Appellant counters that since the jury specifically found he did not inflict great bodily injury on the officer, the record "suggests that the jury had doubts as to the degree of force used by appellant and might have convicted him of misdemeanor resisting arrest had it not been presented with the unwarranted all-or-nothing choice between conviction of the felony and complete acquittal on the charge."

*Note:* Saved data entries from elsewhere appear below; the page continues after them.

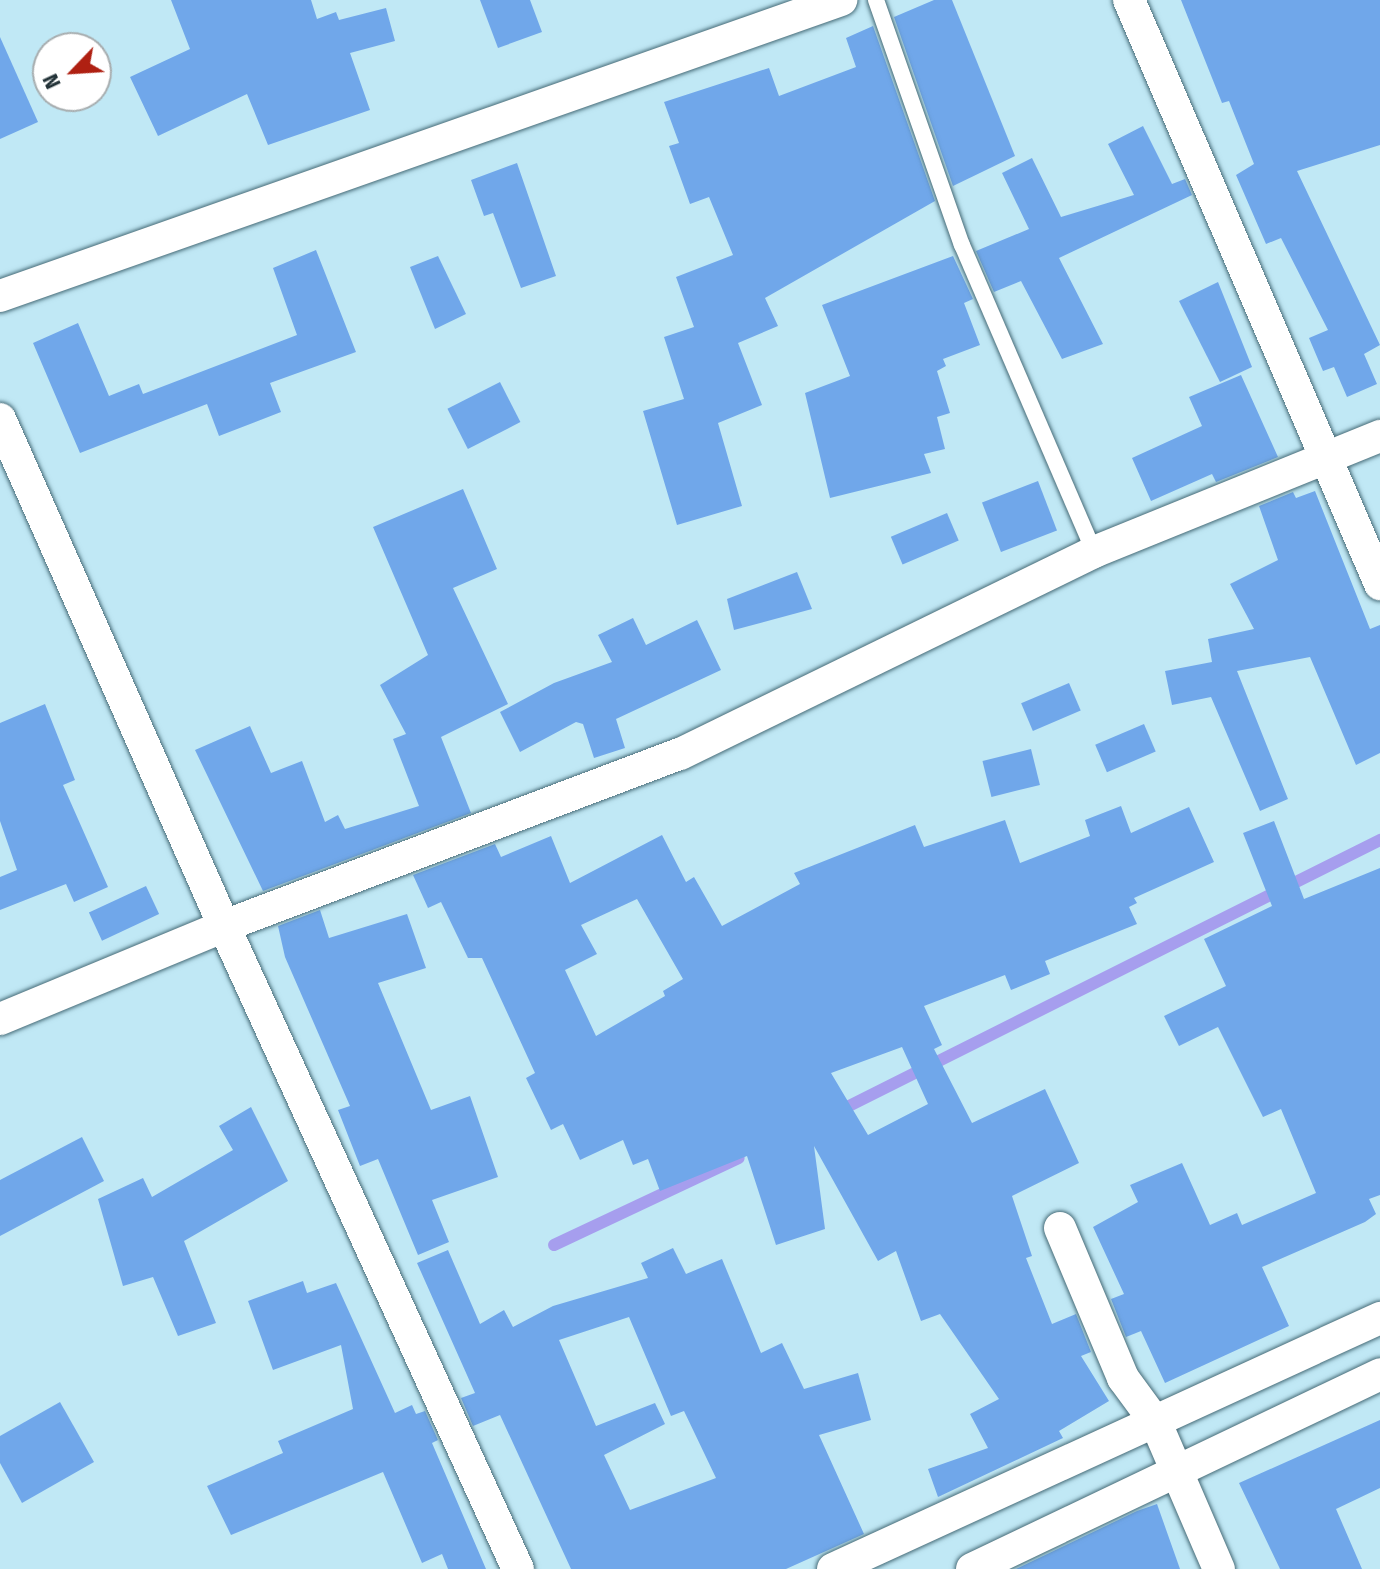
<!DOCTYPE html>
<style>
body{margin:0}
#map{position:relative;width:1380px;height:1569px;overflow:hidden;background:#c0e8f5;font-family:"Fira Sans Condensed",sans-serif}
div>[style]{position:absolute}
[style*='--x']{left:calc(var(--x)*1px);top:calc(var(--y)*1px);width:calc(var(--w)*1px);rotate:calc(var(--a)*1deg)}
.stream>*{height:12px;margin:-6px;padding:0 6px;transform-origin:6px;border-radius:6px;background:#a69eee}
.building>*{inset:0;background:#70a7ea;transform-origin:0 0}
.roads{filter:drop-shadow(0 0 2px #466b77) drop-shadow(0 0 2px #466b77)}
.lane>*{height:16px;margin:-8px;padding:0 8px;transform-origin:8px;border-radius:8px;background:#fff}
.street>*{height:32px;margin:-16px;padding:0 16px;transform-origin:16px;border-radius:16px;background:#fff}
span{translate:-50% -50%;white-space:nowrap;text-align:center;line-height:1.15;-webkit-text-stroke:8px #fff;paint-order:stroke}
.north{position:absolute;left:32px;top:32px;width:80px;height:80px;box-sizing:border-box;background:#fff;border:2px solid #a7adaf;border-radius:50%;rotate:245deg;font-size:22px;font-weight:700;line-height:32px;text-align:center;color:#233338}
.north::after{content:'';display:block;margin:auto;width:28px;height:36px;background:#af2012;clip-path:polygon(50% 0,100% 100%,50% 72%,0 100%)}
</style>
<div id="map">
<div class="stream">
<i style="--x:835;--y:1113;--w:610;--a:-26.61"></i>
<i style="--x:554;--y:1245;--w:204;--a:-25.2"></i>
</div>
<div class="building">
<i style="clip-path:polygon(171px 0,311px 0,317px 19px,336px 12px,339px 20px,386px 8px,395px 41px,350px 53px,370px 110px,268px 145px,247px 94px,158px 136px,130px 77px,190px 49px)"></i>
<i style="clip-path:polygon(480px 0,530px 0,542px 32px,498px 48px)"></i>
<i style="clip-path:polygon(934px 0,952px 0,1015px 156px,953px 186px,894px 17px)"></i>
<i style="clip-path:polygon(1181px 0,1380px 0,1380px 145px,1297px 171px,1380px 345px,1364px 354px,1377px 384px,1347px 397px,1334px 367px,1323px 371px,1309px 338px,1328px 330px,1281px 238px,1266px 244px,1236px 175px,1254px 164px,1229px 101px,1222px 103px)"></i>
<i style="clip-path:polygon(873px 26px,935px 201px,765px 298px,778px 326px,738px 343px,762px 405px,718px 423px,742px 506px,677px 525px,643px 411px,684px 399px,664px 337px,694px 327px,676px 277px,733px 255px,709px 197px,690px 204px,669px 146px,679px 143px,664px 102px,769px 68px,779px 96px,856px 67px,846px 38px)"></i>
<i style="clip-path:polygon(0 37px,38px 122px,0 139px)"></i>
<i style="clip-path:polygon(1143px 126px,1172px 184px,1185px 179px,1192px 195px,1059px 258px,1103px 344px,1062px 359px,1021px 281px,994px 292px,976px 251px,1029px 229px,1002px 173px,1032px 158px,1061px 217px,1134px 195px,1108px 144px)"></i>
<i style="clip-path:polygon(517px 163px,556px 276px,521px 288px,493px 213px,484px 216px,471px 180px)"></i>
<i style="clip-path:polygon(316px 250px,356px 352px,270px 383px,281px 412px,219px 436px,207px 404px,80px 453px,33px 343px,78px 323px,109px 396px,139px 384px,143px 394px,297px 335px,273px 268px)"></i>
<i style="clip-path:polygon(438px 256px,466px 314px,435px 329px,410px 267px)"></i>
<i style="clip-path:polygon(953px 256px,973px 299px,964px 303px,980px 345px,943px 359px,946px 366px,937px 371px,950px 413px,937px 417px,945px 449px,924px 454px,931px 473px,830px 498px,805px 393px,850px 376px,822px 305px)"></i>
<i style="clip-path:polygon(1218px 282px,1252px 367px,1220px 382px,1179px 301px)"></i>
<i style="clip-path:polygon(1241px 375px,1278px 457px,1216px 482px,1212px 474px,1151px 501px,1132px 458px,1202px 426px,1189px 397px)"></i>
<i style="left:500px;top:382px;width:45px;height:59px;rotate:63deg"></i>
<i style="left:1038px;top:481px;width:53px;height:60px;rotate:69deg"></i>
<i style="clip-path:polygon(463px 489px,497px 569px,453px 588px,508px 704px,441px 737px,471px 813px,263px 891px,195px 750px,250px 726px,271px 773px,302px 761px,325px 822px,338px 815px,345px 829px,419px 806px,393px 739px,406px 734px,380px 685px,428px 655px,373px 527px)"></i>
<i style="clip-path:polygon(1315px 491px,1370px 629px,1380px 625px,1380px 753px,1356px 765px,1310px 657px,1237px 671px,1288px 799px,1260px 811px,1211px 697px,1172px 705px,1165px 671px,1212px 662px,1208px 639px,1254px 629px,1230px 584px,1278px 560px,1259px 506px,1293px 492px,1296px 498px)"></i>
<i style="left:947px;top:513px;width:30px;height:61px;rotate:67deg"></i>
<i style="clip-path:polygon(797px 572px,812px 609px,734px 630px,727px 599px)"></i>
<i style="clip-path:polygon(633px 618px,646px 645px,697px 620px,721px 670px,616px 719px,625px 748px,594px 758px,583px 724px,576px 722px,520px 752px,500px 712px,554px 683px,612px 662px,598px 635px)"></i>
<i style="left:1069px;top:683px;width:30px;height:52px;rotate:67deg"></i>
<i style="clip-path:polygon(45px 704px,75px 780px,63px 785px,108px 887px,74px 902px,66px 884px,0 910px,0 877px,17px 870px,0 821px,0 723px)"></i>
<i style="left:1144px;top:724px;width:30px;height:53px;rotate:67deg"></i>
<i style="left:1031px;top:749px;width:37px;height:50px;rotate:76deg"></i>
<i style="clip-path:polygon(evenodd,1121px 806px,1131px 833px,1189px 807px,1214px 862px,1134px 898px,1137px 903px,1129px 907px,1137px 924px,1045px 961px,1050px 974px,1011px 990px,1005px 975px,924px 1006px,942px 1045px,934px 1049px,972px 1123px,1045px 1089px,1079px 1163px,1012px 1196px,1032px 1256px,1026px 1258px,1052px 1324px,1076px 1314px,1091px 1352px,1081px 1356px,1109px 1401px,1059px 1431px,1063px 1438px,938px 1497px,928px 1469px,988px 1448px,970px 1414px,999px 1399px,940px 1314px,921px 1321px,896px 1251px,878px 1261px,814px 1146px,825px 1229px,776px 1245px,747px 1156px,660px 1191px,648px 1159px,633px 1165px,623px 1140px,580px 1160px,563px 1124px,551px 1130px,526px 1078px,535px 1073px,482px 958px,468px 958px,441px 902px,428px 908px,413px 875px,495px 844px,501px 857px,551px 836px,570px 883px,662px 835px,686px 882px,694px 877px,722px 926px,800px 884px,794px 873px,915px 825px,924px 847px,1005px 820px,1020px 863px,1090px 836px,1085px 820px,1121px 806px,637px 899px,683px 979px,663px 991px,665px 996px,596px 1036px,565px 970px,597px 954px,581px 925px,637px 899px,1121px 806px,902px 1047px,928px 1104px,868px 1135px,831px 1073px,902px 1047px)"></i>
<i style="clip-path:polygon(1274px 821px,1304px 899px,1380px 868px,1380px 1195px,1369px 1199px,1376px 1214px,1365px 1222px,1262px 1267px,1289px 1326px,1165px 1383px,1141px 1331px,1126px 1337px,1111px 1299px,1124px 1294px,1093px 1227px,1138px 1202px,1130px 1185px,1182px 1163px,1210px 1225px,1237px 1213px,1242px 1225px,1316px 1193px,1281px 1109px,1263px 1117px,1218px 1027px,1179px 1046px,1164px 1016px,1226px 986px,1204px 939px,1272px 906px,1243px 833px)"></i>
<i style="left:146px;top:886px;width:31px;height:63px;rotate:65deg"></i>
<i style="clip-path:polygon(320px 910px,329px 938px,407px 914px,426px 968px,378px 983px,431px 1110px,470px 1096px,498px 1177px,432px 1200px,449px 1242px,418px 1255px,378px 1159px,360px 1166px,338px 1110px,350px 1106px,285px 957px,278px 926px)"></i>
<i style="clip-path:polygon(251px 1107px,288px 1181px,184px 1241px,216px 1323px,178px 1336px,153px 1277px,123px 1286px,98px 1199px,143px 1178px,152px 1197px,233px 1150px,219px 1126px)"></i>
<i style="clip-path:polygon(82px 1137px,104px 1181px,0 1236px,0 1180px)"></i>
<i style="clip-path:polygon(evenodd,673px 1248px,686px 1274px,722px 1259px,761px 1353px,782px 1343px,804px 1389px,858px 1373px,871px 1420px,819px 1435px,864px 1534px,786px 1569px,571px 1569px,500px 1415px,473px 1426px,461px 1398px,475px 1393px,417px 1263px,448px 1250px,480px 1324px,504px 1310px,513px 1327px,553px 1306px,648px 1278px,641px 1263px,673px 1248px,629px 1317px,671px 1416px,684px 1411px,716px 1478px,630px 1510px,604px 1455px,665px 1424px,655px 1403px,596px 1426px,559px 1340px,629px 1317px)"></i>
<i style="clip-path:polygon(303px 1281px,307px 1293px,336px 1283px,395px 1413px,412px 1405px,416px 1414px,425px 1411px,438px 1440px,432px 1443px,486px 1569px,448px 1569px,442px 1554px,422px 1563px,383px 1472px,231px 1535px,207px 1486px,283px 1453px,278px 1441px,353px 1409px,341px 1345px,273px 1370px,248px 1301px)"></i>
<i style="clip-path:polygon(60px 1402px,94px 1462px,22px 1503px,0 1463px,0 1436px)"></i>
<i style="clip-path:polygon(1380px 1420px,1380px 1488px,1336px 1509px,1362px 1569px,1280px 1569px,1239px 1483px)"></i>
<i style="clip-path:polygon(1157px 1504px,1180px 1569px,1016px 1569px,1137px 1511px)"></i>
</div>
<div class="roads">
<div class="lane">
<i style="--x:876;--y:0;--w:260;--a:70.7"></i>
<i style="--x:962;--y:245;--w:334;--a:66.7"></i>
</div>
<div class="street">
<i style="--x:1129;--y:0;--w:636;--a:66.74"></i>
<i style="--x:0;--y:296;--w:892;--a:-19.39"></i>
<i style="--x:0;--y:419;--w:554;--a:66.16"></i>
<i style="--x:224;--y:926;--w:707;--a:65.43"></i>
<i style="--x:0;--y:1019;--w:243;--a:-22.5"></i>
<i style="--x:224;--y:926;--w:487;--a:-20.7"></i>
<i style="--x:680;--y:754;--w:461;--a:-26"></i>
<i style="--x:1094;--y:552;--w:309;--a:-22.1"></i>
<i style="--x:1060;--y:1228;--w:163;--a:67.2"></i>
<i style="--x:1123;--y:1378;--w:56;--a:53.7"></i>
<i style="--x:1156;--y:1423;--w:159;--a:66.7"></i>
<i style="--x:833;--y:1569;--w:602;--a:-24.65"></i>
<i style="--x:972;--y:1569;--w:452;--a:-25.5"></i>
</div>
</div>
<div class="north">N</div>
</div>
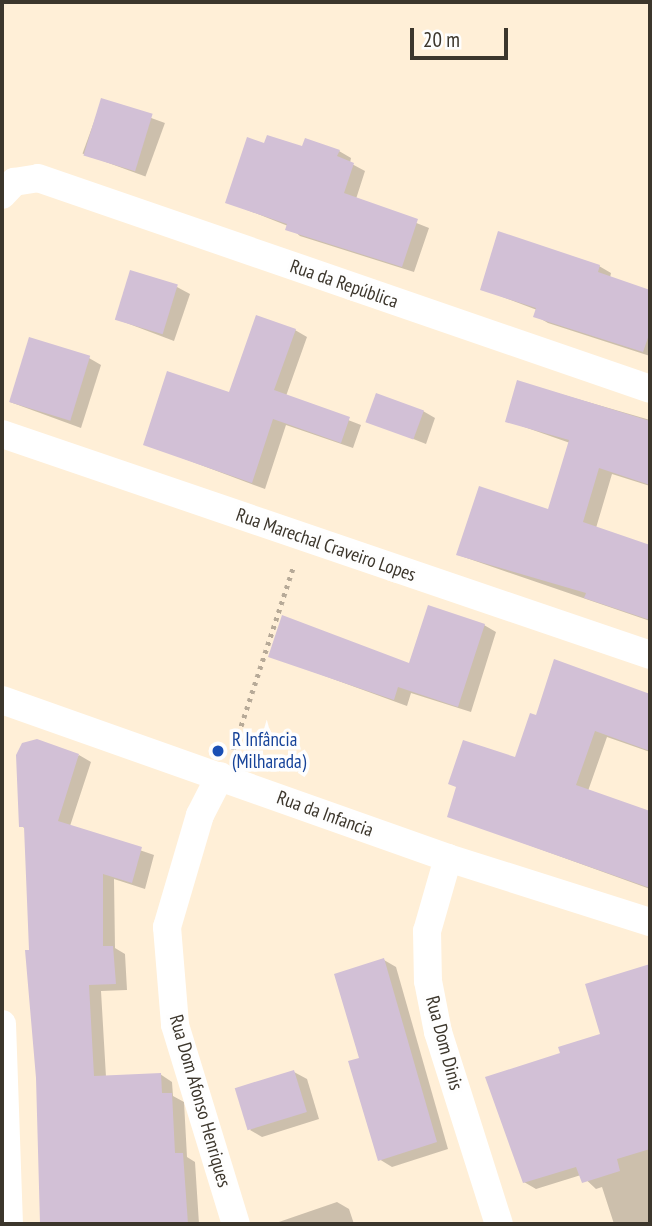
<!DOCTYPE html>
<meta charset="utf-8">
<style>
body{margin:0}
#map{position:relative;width:652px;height:1226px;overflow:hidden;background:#ffefd7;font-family:"PT Sans Narrow",sans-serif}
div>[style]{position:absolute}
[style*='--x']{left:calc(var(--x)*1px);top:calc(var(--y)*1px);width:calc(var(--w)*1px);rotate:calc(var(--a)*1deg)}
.shadow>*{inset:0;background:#0003;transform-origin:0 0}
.building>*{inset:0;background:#d2c0d6;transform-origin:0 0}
.path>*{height:4.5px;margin-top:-2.25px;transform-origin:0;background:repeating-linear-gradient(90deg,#b7aa98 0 3.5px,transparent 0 8.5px)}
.street>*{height:28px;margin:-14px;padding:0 14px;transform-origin:14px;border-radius:14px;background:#fff}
.dots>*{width:19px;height:19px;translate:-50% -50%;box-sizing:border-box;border:4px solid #fefefe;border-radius:50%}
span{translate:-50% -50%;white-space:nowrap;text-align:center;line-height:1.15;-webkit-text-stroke:7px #fefefe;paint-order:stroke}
.street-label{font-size:19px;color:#3c362c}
.transit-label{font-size:19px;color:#164399}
.left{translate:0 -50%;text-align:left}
.frame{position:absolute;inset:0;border:4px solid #3c362c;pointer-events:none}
.scale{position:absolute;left:410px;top:28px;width:98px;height:32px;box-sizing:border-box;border:4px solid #3c362c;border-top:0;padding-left:9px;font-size:21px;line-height:24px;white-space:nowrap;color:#3c362c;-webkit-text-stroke:5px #fefefe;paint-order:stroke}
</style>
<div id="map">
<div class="shadow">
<div style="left:102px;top:100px;width:67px;height:57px;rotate:20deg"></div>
<div style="clip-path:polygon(265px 145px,339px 151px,351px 158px,350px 163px,365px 171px,356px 199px,429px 228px,414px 272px,300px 236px,288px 226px,227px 202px)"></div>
<div style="clip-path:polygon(599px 266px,611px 273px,610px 278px,650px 291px,650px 356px,548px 323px,536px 316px,537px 310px,482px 289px)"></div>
<div style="clip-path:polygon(177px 287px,190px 294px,174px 341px,116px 319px)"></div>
<div style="clip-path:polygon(295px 330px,307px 337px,286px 396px,361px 425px,353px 448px,286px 425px,265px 489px,145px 444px,230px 394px)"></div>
<div style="clip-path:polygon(89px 358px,101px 365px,81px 428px,10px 402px)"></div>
<div style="clip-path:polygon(519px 382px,650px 420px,650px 486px,612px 474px,596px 528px,650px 547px,650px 621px,458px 555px,549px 511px,570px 443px,507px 421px)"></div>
<div style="clip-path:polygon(423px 411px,435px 418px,426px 444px,368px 421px)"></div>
<div style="clip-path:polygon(484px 625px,496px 632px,471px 712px,411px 693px,407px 706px,270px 656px,410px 665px)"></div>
<div style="clip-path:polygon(555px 661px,650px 696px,650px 752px,607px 737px,588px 791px,650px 813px,650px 889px,449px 816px,516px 759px,537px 718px)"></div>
<div style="clip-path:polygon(79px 755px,91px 762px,70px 826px,154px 855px,145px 889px,114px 879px,115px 948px,125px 954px,127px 990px,101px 991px,106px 1077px,160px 1074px,172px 1082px,173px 1096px,184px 1102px,187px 1157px,195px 1162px,199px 1224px,44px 1224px,26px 829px,21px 826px)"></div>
<div style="clip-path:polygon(384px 960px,396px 967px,448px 1149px,392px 1167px,379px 1159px,361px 1059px)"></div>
<div style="clip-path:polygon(650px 965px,650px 1224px,614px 1224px,602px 1187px,596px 1189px,581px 1175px,536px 1189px,524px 1182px,562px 1054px,602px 1035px,587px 985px)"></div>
<div style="clip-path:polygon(294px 1072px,307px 1079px,319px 1119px,262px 1137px,250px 1130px)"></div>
<div style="clip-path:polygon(337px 1202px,349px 1209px,354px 1224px,273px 1224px)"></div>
</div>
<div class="building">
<div style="left:101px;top:98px;width:54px;height:60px;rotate:17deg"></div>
<div style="clip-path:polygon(267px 135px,302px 146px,305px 138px,340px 150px,337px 156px,354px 163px,344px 193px,418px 219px,402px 267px,285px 230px,287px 224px,225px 203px,247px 137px,264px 143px)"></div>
<div style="clip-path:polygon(498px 231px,600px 265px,598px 272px,650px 290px,650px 332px,643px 352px,533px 317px,536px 308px,480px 290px)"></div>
<div style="left:130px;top:270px;width:50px;height:52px;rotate:17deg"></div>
<div style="clip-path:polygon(256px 315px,296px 329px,274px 390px,350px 417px,341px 443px,273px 419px,252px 483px,143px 445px,167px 371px,229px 392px)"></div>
<div style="left:29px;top:337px;width:64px;height:68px;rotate:17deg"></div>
<div style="clip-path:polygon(517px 380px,650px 421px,650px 485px,599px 468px,583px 522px,650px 545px,650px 620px,584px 598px,586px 593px,456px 555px,479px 486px,548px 509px,569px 440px,505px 422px)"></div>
<div style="left:376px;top:393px;width:51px;height:31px;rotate:20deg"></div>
<div style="clip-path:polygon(428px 605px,485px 624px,458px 707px,398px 687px,394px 700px,268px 657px,282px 615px,409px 663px)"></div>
<div style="clip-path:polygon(554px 659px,650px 694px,650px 751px,595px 731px,576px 785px,650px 811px,650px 888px,447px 817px,456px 787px,448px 784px,463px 740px,515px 757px,530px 713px,536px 715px)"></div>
<div style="clip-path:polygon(37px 739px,79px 754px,58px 821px,142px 847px,132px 883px,103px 874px,103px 946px,113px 946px,116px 984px,89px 985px,94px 1076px,161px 1073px,162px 1093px,172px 1093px,175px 1153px,183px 1153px,188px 1224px,40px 1224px,36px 1078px,25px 950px,29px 950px,24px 827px,19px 827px,16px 755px,22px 743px)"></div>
<div style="clip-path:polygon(384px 958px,437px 1142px,378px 1161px,348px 1061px,359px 1058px,334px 974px)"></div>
<div style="clip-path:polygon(650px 964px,650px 1149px,617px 1159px,620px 1171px,582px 1183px,576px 1167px,523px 1183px,485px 1077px,560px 1053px,558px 1047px,600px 1034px,585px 984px)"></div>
<div style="left:294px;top:1070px;width:44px;height:62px;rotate:73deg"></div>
</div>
<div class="path">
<div style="--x:233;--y:750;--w:195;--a:-71.8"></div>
</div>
<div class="street">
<div style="--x:2;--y:195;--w:18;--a:-47"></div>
<div style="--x:14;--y:182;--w:24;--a:-9"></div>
<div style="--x:38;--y:178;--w:647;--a:19.02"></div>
<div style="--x:2;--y:434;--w:685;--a:18.83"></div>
<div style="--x:2;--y:700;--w:473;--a:19.5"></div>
<div style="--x:448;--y:858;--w:212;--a:17.6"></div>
<div style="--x:220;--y:776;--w:44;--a:117.1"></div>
<div style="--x:200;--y:815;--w:117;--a:106.4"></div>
<div style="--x:167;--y:927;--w:98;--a:85.3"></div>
<div style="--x:175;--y:1025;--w:208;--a:73"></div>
<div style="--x:448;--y:858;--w:76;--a:106"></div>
<div style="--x:427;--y:931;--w:50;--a:88.9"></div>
<div style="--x:428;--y:981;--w:52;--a:78.9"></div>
<div style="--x:438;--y:1032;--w:201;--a:72.4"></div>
<div style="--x:2;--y:1024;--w:200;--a:88"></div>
</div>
<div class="dots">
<div style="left:218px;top:751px;background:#1a4fb4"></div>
</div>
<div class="street-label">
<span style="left:344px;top:284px;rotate:19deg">Rua da República</span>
<span style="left:326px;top:545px;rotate:19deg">Rua Marechal Craveiro Lopes</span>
<span style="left:325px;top:814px;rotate:20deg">Rua da Infancia</span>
<span style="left:444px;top:1043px;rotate:75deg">Rua Dom Dinis</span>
<span style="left:200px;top:1101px;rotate:74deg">Rua Dom Afonso Henriques</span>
</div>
<div class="transit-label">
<span class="left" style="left:232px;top:751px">R Infância<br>(Milharada)</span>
</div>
<div class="frame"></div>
<div class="scale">20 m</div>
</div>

The California Supreme Court has held that we must assess the effect of the failure to instruct on a lesser but necessarily included crime by making "an individualized, concrete examination of the record" (People v. Breverman (1998) 19 Cal.4th 142, 176, 960 P.2d 1094) to determine, under the Watson (People v. Watson (1956) 46 Cal.2d 818, 836, 299 P.2d 243 ) standard whether it is reasonably probable appellant would have obtained a more favorable outcome had the error not occurred. (Breverman, supra, 19 Cal.4th at p. 178.) Applying that standard, we note, as the trial court pointed out, that appellant specifically denied resisting the arrest "even [one] little bit." On the other hand, witnesses and Officer Bendinelli testified appellant was resisting arrest, and the prosecutor argued to the jury that appellant was "engaged in resisting, delaying, and obstructing Officer Bendinelli[.]" In fact, the prosecutor argued to the jury that "by twisting around and punching Officer Bendinelli in the chest the defendant was committing the misdemeanor of resisting arrest[.]" But it seems unlikely that the jury would have found appellant not guilty of battery on a peace officer if it had had the option of finding him guilty of misdemeanor resisting arrest. Appellant, himself, admitted that he was trying to subdue the officer and bragged that he had hit him under the nose "with a left."
Under these circumstances we conclude it is not reasonably probable that appellant would have obtained a more favorable outcome in the absence of the error.
DISPOSITION
For the foregoing reasons, the judgment is affirmed.
We concur: VOGEL (C.S.), P.J., and HASTINGS, J.